IMF Shifts India's Exchange Rate Classification

The International Monetary Fund has placed India's foreign exchange framework under the global microscope once again. On Wednesday, the international financial institution officially reclassified the nation's de facto exchange rate regime, moving it from 'stabilised' to a 'crawl-like arrangement'. This significant shift in classification occurred just two years after the IMF had initially designated India's approach as 'stabilised'.

This important change follows a comprehensive review conducted by the IMF earlier this year. According to Reuters, this reclassification could significantly influence how international investors interpret India's strategy for managing the rupee and its tolerance for currency market fluctuations.

What 'Crawl-Like Arrangement' Means for India

In its detailed assessment, the IMF acknowledged that the exchange rate has shown increasing two-way movement this year, but emphasized that there remains room for additional exchange rate flexibility. The institution specifically defines a crawl-like arrangement as a system where the exchange rate remains within a narrow 2% margin relative to a statistically identified trend for six months or more, with exceptions for specified outliers. Such a system cannot be treated as a truly floating exchange rate.

The Indian rupee has experienced noticeable pressure this year, weakening by approximately 4% year-to-date. Market volatility has notably increased under the leadership of Sanjay Malhotra, who assumed the role of Reserve Bank of India governor late last year. The currency touched a concerning record low of 89.49 against the US dollar on November 21, partly driven by steep US trade tariffs that have adversely affected Indian trade and inward portfolio flows.

Broader Economic Implications and Outlook

The IMF has clearly articulated that greater currency flexibility would benefit India in multiple ways: helping absorb external shocks, reducing the need for costly reserve accumulation, and supporting broader market development. Although the RBI continues to intervene to smooth sharp currency swings, the rupee's one-year realised volatility has climbed above 5%, a significant increase from the under 2% levels observed before Malhotra became governor.

This increased tolerance for volatility has prompted more active hedging by Indian companies, which financial analysts say strengthens the economy's resilience to global financial shocks. Governor Malhotra has consistently maintained that the RBI does not target a specific rupee level and intervenes only to curb excessive market movements.

Looking at the broader economic picture, the IMF projects India's economy to grow by 6.6% in 2025–26, followed by 6.2% growth the following year. The institution noted that recent tax reforms reducing levies on hundreds of consumer items would help cushion the economic impact from high US tariffs, which have imposed duties of up to 50% on Indian imports, affecting exports across sectors from textiles to chemicals.

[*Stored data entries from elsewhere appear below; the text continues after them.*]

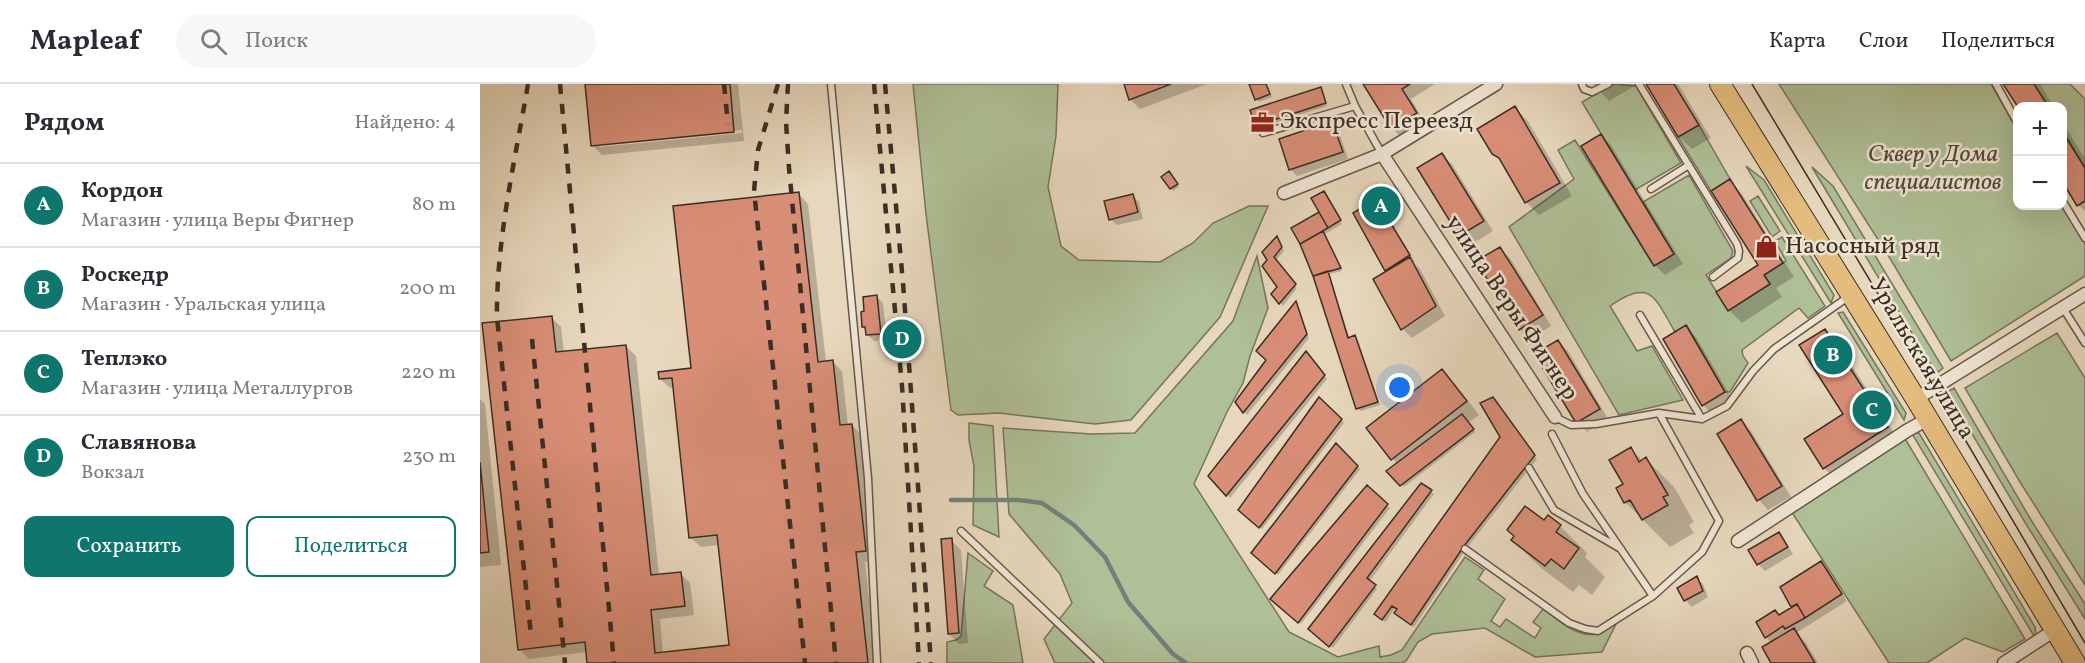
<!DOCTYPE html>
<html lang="ru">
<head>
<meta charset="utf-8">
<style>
  body { margin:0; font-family:Vollkorn,serif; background:#f7f7f7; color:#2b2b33 }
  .controls { position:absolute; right:18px; top:18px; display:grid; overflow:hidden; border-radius:12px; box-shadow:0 6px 24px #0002 }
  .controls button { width:54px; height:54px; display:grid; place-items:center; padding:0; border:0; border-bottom:2px solid #e1e1e2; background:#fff; color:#2b2b33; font:30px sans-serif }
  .you { position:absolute; left:920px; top:304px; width:21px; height:21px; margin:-15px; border:4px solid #fff; border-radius:50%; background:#1a73e8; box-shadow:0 0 0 9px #1a73e833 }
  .badge { display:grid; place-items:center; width:39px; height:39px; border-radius:50%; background:#0f766e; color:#fff; font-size:20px; font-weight:700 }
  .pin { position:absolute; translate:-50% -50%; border:3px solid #fff; box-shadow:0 2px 6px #0006 }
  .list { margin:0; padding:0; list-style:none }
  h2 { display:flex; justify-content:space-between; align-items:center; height:78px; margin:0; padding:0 24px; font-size:26px }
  h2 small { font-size:20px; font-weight:400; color:#7c7c81 }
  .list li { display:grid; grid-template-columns:39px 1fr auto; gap:18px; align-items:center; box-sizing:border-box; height:84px; padding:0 24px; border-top:2px solid #e1e1e2 }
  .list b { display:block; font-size:22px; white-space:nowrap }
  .list p { margin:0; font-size:20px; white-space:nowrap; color:#7c7c81 }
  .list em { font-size:20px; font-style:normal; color:#7c7c81 }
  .actions { display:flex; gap:12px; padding:18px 24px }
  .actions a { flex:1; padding:14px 0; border:2px solid #0f766e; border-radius:12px; text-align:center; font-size:21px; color:#0f766e }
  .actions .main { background:#0f766e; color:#fff }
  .icon { flex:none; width:33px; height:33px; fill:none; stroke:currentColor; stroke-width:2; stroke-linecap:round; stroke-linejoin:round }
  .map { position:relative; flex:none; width:1605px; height:579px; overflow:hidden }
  header { display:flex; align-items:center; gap:36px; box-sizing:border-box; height:84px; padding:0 30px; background:#fff; border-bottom:2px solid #e1e1e2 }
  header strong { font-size:28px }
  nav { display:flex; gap:33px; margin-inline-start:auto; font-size:21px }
  .search { width:420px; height:54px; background:#f7f7f7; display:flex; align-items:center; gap:15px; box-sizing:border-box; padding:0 21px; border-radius:33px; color:#7c7c81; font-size:22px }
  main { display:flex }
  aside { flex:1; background:#fff }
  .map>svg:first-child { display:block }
  .green { fill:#afbf96; stroke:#75765e; stroke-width:1.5 }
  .shadow { fill:#0003; fill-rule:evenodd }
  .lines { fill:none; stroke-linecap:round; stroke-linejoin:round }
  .stream { stroke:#72817a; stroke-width:4.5 }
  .building { fill:#d98e77; stroke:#3b2e25; stroke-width:1.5 }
  .lane-casing { stroke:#66584b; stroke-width:9 }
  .street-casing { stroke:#66584b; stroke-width:15 }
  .primary-casing { stroke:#3b2e25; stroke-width:22 }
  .lane { stroke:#efe5d3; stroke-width:6 }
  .street { stroke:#efe5d3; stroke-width:12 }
  .primary { stroke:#e4bc7e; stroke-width:20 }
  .tram { stroke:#3b2e25; stroke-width:1.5 }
  .rail { stroke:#3b2e25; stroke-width:4.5; stroke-dasharray:10 10; stroke-linecap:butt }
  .labels { text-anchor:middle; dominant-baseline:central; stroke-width:5; stroke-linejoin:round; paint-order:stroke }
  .poi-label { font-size:24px; fill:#3b2e25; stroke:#efe5d3; text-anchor:start }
  .park-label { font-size:24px; font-style:italic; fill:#524b3c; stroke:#efe5d3 }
  .street-label { font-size:24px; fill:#3b2e25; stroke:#efe5d3 }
</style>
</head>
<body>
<header>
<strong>Mapleaf</strong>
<div class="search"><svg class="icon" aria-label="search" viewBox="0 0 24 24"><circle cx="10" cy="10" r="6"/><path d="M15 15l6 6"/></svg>Поиск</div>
<nav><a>Карта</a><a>Слои</a><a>Поделиться</a></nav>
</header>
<main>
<aside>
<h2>Рядом<small>Найдено: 4</small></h2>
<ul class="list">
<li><span class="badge">A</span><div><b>Кордон</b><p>Магазин · улица Веры Фигнер</p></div><em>80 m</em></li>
<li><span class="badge">B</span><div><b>Роскедр</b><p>Магазин · Уральская улица</p></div><em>200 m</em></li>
<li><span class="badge">C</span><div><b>Теплэко</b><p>Магазин · улица Металлургов</p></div><em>220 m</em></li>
<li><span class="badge">D</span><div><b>Славянова</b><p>Вокзал</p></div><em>230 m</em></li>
</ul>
<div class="actions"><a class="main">Сохранить</a><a>Поделиться</a></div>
</aside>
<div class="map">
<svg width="1605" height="579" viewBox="0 0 1605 579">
  <rect width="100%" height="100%" fill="#e7d7bc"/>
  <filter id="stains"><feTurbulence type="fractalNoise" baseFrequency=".00333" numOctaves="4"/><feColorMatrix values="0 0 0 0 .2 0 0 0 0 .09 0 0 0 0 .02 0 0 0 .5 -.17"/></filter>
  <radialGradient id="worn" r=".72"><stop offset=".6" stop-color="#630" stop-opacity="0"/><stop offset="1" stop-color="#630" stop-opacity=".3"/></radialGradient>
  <path class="green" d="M433 0H578L576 52 568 103 581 162 599 176 680 178 713 159 733 139 769 122H788L740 233 651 336 615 340 519 329 478 331 471 326 446 130Z
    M1134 0 1156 2 1201 79 1155 106 1102 18Z
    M1299 0H1511L1537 45 1538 122 1582 121 1605 160V192L1471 277 1411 176Z
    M1554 0H1590L1605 15V84L1583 47 1582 22H1568Z
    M1219 41 1250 95 1231 107 1198 53Z
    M1095 56 1174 182 1194 170 1163 118 1209 91 1253 167 1251 174 1226 191 1248 226 1290 200 1284 191 1306 177 1295 157 1302 153 1345 222 1328 234 1319 224 1262 266 1263 272 1268 279 1250 308H1245L1207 242 1195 248C1175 214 1171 193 1130 222L1157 267 1172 262 1203 316 1139 331 1029 143 1094 95 1078 66Z
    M1266 82 1284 96 1354 211 1351 219Z
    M1332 83 1353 102 1463 284 1458 288 1454 286Z
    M1278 112 1300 147 1292 153 1270 117Z
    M777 172 788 224 770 272 763 299 747 328 714 400 809 548 858 573 899 562 900 573 911 571 922 566 985 473 1004 486 998 495 1025 515 1011 537 1020 543 1026 535 1055 554 1061 544 1053 538 1063 525C1077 535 1097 554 1116 550 1122 549 1131 541 1137 538L1122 568 1055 573 1005 544 952 550 938 558 926 577 922 579H575L564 555 592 519 580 490 529 430 523 344 611 350 655 349 753 237Z
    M1363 228 1426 329 1424 336 1358 229Z
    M1577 249 1605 294V501L1540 398 1485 304Z
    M1474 304 1551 436 1605 520V535L1546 440 1467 308Z
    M489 339 513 342 519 453 493 441 494 382 489 356Z
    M1431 348 1439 349 1555 543 1556 552H1554Z
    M1424 353 1545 555 1523 568 1485 554 1447 579H1409L1313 430 1321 419Z
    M488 469 513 487 504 502 533 521 543 579H467V558L476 556 481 552Z"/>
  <path class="shadow" d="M106 0H258L264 57 122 71 112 61ZM262 46V49L119 63V60Z
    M646 0H727L660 25 650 15Z
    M771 0H787L792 13 779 18Z
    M884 0H955L931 15 945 39 922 54 912 44Z
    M1113 0H1158L1129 17Z
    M1168 0H1198L1231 54 1212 65 1199 53Z
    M1525 0H1560L1573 22H1539Z
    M840 5 843 8 847 22 779 44 776 41Z
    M1035 24 1048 37 1092 112 1059 131 1046 118 1023 78 1013 69Z
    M1582 37 1605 75V127L1598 121 1582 94Z
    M852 39 858 45 868 75 817 92 810 85Z
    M1121 52 1131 61 1203 180 1185 191 1175 181 1103 63Z
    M962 71 972 80 1013 147 990 161 980 151 939 85Z
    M691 92 699 103 693 107 691 104Z
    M1250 97 1262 110 1314 193 1296 204 1302 213 1262 239 1249 226 1280 182Z
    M319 110 328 120 346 278H353L362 287 368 342 372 341 381 351 395 477 385 478 396 579H108L107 568 49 575 39 565 71 233 81 243 84 269 146 262 156 272 179 492 201 490 210 499 214 531 180 535 183 570 250 562 239 461 221 463 211 454 194 304H190L180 295 213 286Z
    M652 111 659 118 663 135 637 141 630 135Z
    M846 111 862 140 845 150 862 187 849 190 870 255 875 253 878 256 900 321 881 327 878 324 835 191 813 145 841 129Z
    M895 117 902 123 935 178 934 179 940 185 965 232 932 254 923 245 909 188 906 186Z
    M797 154 804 167 796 176 817 204 803 222 793 210 799 203 789 176Z
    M1020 165 1030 174 1071 242 1050 255 1040 245Z
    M397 213 403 219 407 256 394 257 387 250V246L384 243 386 228Z
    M816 219 829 254 767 331 757 318 788 276Z
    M1206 243 1216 253 1254 318 1233 331 1223 321Z
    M1345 246 1358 259 1419 357 1357 397 1344 384 1365 330Z
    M1078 258 1088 267 1128 335 1107 348 1097 338Z
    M829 272 847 295 750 414 730 392Z
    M962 287 975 300 999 331 988 339 995 348 924 403 908 387 917 380 888 344Z
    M0 315 5 320 21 481 0 483Z
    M839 316 864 339 782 445 760 425Z
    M1016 318 1057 375 986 465 934 543 919 532 918 526 915 524 906 538 898 533 1022 353Z
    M1261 337 1271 347 1311 413 1288 426 1279 416 1239 350Z
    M856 362 880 385 798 491 773 469Z
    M1151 365 1163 377 1166 375 1194 403 1214 438 1209 441 1214 449 1190 463 1145 418V401Z
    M941 401 954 410 889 498 897 505 853 564 833 548Z
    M887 403 910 424 821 540 792 515Z
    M1068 433 1080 442 1107 469 1105 473 1125 493 1112 511 1099 501 1093 508 1060 483 1033 456 1064 438Z
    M1299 449 1313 470 1285 487 1278 480Z
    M471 456 481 466 488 559 479 560 469 550Z
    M1341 479 1347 485 1367 517 1316 549 1326 559 1338 579H1293L1292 559 1286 553 1300 532 1313 524 1302 504Z
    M1216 494 1223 500 1228 513 1212 523 1205 516 1199 504Z"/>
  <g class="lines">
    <path class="stream" d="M471 416H539L562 419 594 441 625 473 648 518 693 570 706 579"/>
  </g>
  <path class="building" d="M105 0H250L254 48 111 62Z
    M644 0H691L649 16Z
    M769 0H786L790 10 775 16Z
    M883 0H930L922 5 937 29 911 45Z
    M1166 0H1194L1219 41 1198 53Z
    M1523 0H1554L1568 22 1538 23Z
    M841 3 846 19 775 42 770 26Z
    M1035 22 1080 99 1045 119 1019 74 1012 70 997 45Z
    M852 37 863 68 809 86 799 55Z
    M1582 47 1605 84V117L1597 122 1582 97Z
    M1121 50 1194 170 1174 182 1101 62Z
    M962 69 1004 137 979 152 937 84Z
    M689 87 698 100 690 105 681 93Z
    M1250 95 1303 179 1284 191 1290 200 1248 227 1236 208 1278 181 1231 107Z
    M844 107 861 136 848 144 831 114Z
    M319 108 338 278 353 276 360 341 372 340 386 467 376 468 388 579H107L105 558 38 566 2 239 72 232 76 268 146 261 171 491 201 488 205 522 171 526 175 569 249 561 237 451 209 454 192 294 179 295 178 288 211 284 193 122Z
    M653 110 658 128 629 136 624 117Z
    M896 115 930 171 905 187 873 129Z
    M839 128 848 144 820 160 811 144Z
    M843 147 861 184 833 192 820 160Z
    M797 152 802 163 794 173 816 200 799 220 791 210 797 203 782 182 787 176 782 168Z
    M1020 163 1063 231 1039 246 996 177Z
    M930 173 956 222 921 246 893 195Z
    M848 187 868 254 875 251 898 318 876 325 833 192Z
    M397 211 401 250 386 251 385 243H382L381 228 384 227 383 213Z
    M816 217 827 250 763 329 755 318 786 276 776 267Z
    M1206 241 1245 308 1222 322 1183 255Z
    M1345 245 1408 343 1343 385 1324 355 1363 330 1319 261Z
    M1078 256 1120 325 1096 339 1054 270Z
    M826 267 845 291 746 412 728 392Z
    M962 285 987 317 911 376 886 344Z
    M839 313 862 335 779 444 758 426Z
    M1013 313 1055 371 984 462 931 541 914 529 917 525 912 522 902 536 894 530 1020 353 1000 319Z
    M982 330 994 345 920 402 906 387Z
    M1261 335 1302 402 1277 417 1237 350Z
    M856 359 878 382 795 490 771 469Z
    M1151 363 1159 378 1166 373 1188 411 1183 413 1188 421 1162 436 1150 416 1144 419 1136 404 1143 400 1129 376Z
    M0 378 9 468 0 469Z
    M941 399 952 406 887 494 896 501 849 563 828 545Z
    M887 401 908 420 818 539 790 515Z
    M1045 422 1064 436 1068 431 1081 441 1076 448 1099 464 1084 485 1071 475 1065 482 1031 456 1034 452 1027 446Z
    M1299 448 1308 463 1277 481 1268 466Z
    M472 454 479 549 468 550 461 455Z
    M1341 477 1362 510 1325 534 1317 520 1311 523 1300 503Z
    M1217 492 1223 507 1204 517 1197 504Z
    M1317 520 1325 534 1305 545 1303 542 1285 554 1276 538 1295 526 1299 531Z
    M1314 544 1335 579H1291L1282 563Z"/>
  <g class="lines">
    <defs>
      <path id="lane" d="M351 0 388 394 397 579
        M866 0 875 22
        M1102 0 1104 5 1112 8 1128 0
        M1159 0 1257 160 1259 167 1258 174 1233 193
        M1516 0 1538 40
        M783 49 875 22 902 70
        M1171 105 1209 81
        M1582 116 1605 154
        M1583 224 1605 259
        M1160 231 1222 335
        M1179 329 1222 335 1247 322 1273 287 1294 265 1368 213
        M1072 350 1103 410 1173 512
        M1049 384 1074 426 1141 465
        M481 447 620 579
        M985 465 1089 539 1105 545 1118 547 1173 512 1222 468 1239 437 1179 329 1116 340 1091 341 1075 333"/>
      <path id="street" d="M902 70 1075 333
        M804 109 902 70 1016 0
        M1436 315 1605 210
        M1258 457 1428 346 1448 335
        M1267 569 1272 579
        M1524 579 1575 546"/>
      <path id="primary" d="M1240 0 1436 315 1595 579"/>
    </defs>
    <use href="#lane" class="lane-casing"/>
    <use href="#street" class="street-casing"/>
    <use href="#primary" class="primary-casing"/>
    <use href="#lane" class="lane"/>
    <use href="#street" class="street"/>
    <use href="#primary" class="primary"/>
    <path class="tram" d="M1272 0 1454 303 1605 559"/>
    <path class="rail" d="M48 0C35 77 16 156 17 234L51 551
      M80 0 134 579
      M244 0 248 40
      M298 0 278 66 274 107 325 579
      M308 0 306 38 309 84 356 579
      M394 0 422 302 439 579
      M405 0 423 199 451 579
      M52 255 85 579"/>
  </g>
  <defs>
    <symbol id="office-bare" viewBox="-9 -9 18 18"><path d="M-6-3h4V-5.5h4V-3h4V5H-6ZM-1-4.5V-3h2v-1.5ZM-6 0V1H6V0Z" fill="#8f2418" stroke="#efe5d3" stroke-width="2.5" paint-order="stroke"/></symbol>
    <symbol id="shop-bare" viewBox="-9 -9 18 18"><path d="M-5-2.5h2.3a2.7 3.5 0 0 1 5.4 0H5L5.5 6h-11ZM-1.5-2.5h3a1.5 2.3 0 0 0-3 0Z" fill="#8f2418" stroke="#efe5d3" stroke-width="2.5" paint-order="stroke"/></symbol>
  </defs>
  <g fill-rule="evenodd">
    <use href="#office-bare" x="766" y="22" width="33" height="33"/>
    <use href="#shop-bare" x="1270" y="146" width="33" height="33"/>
  </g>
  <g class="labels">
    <g class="poi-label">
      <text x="800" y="38">Экспресс Переезд</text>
      <text x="1305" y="163">Насосный ряд</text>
    </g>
    <g class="park-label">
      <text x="1453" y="71">Сквер у Дома<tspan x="1453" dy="28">специалистов</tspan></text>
    </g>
    <g class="street-label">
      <text transform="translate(1031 224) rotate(56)">улица Веры Фигнер</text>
      <text transform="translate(1441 275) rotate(59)">Уральская улица</text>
    </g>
  </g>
  <rect width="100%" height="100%" filter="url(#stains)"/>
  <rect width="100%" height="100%" fill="url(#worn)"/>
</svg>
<div class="controls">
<button>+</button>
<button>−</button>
</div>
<div class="you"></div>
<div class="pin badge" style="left:901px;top:122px">A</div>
<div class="pin badge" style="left:1353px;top:271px">B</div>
<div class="pin badge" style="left:1392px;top:326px">C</div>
<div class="pin badge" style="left:422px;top:255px">D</div>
</div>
</main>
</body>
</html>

The IMF also highlighted that faster structural reforms and new trade agreements could potentially lift growth further, while warning that geopolitical fragmentation and extreme weather conditions pose significant risks to the economic outlook. Additionally, the fund suggested that India's central bank has room to cut interest rates further given currently low inflation, and recommended that the federal government's fiscal consolidation plan for the financial year beginning April 1, 2026, should be carefully calibrated to account for the impact of ongoing tariff pressures.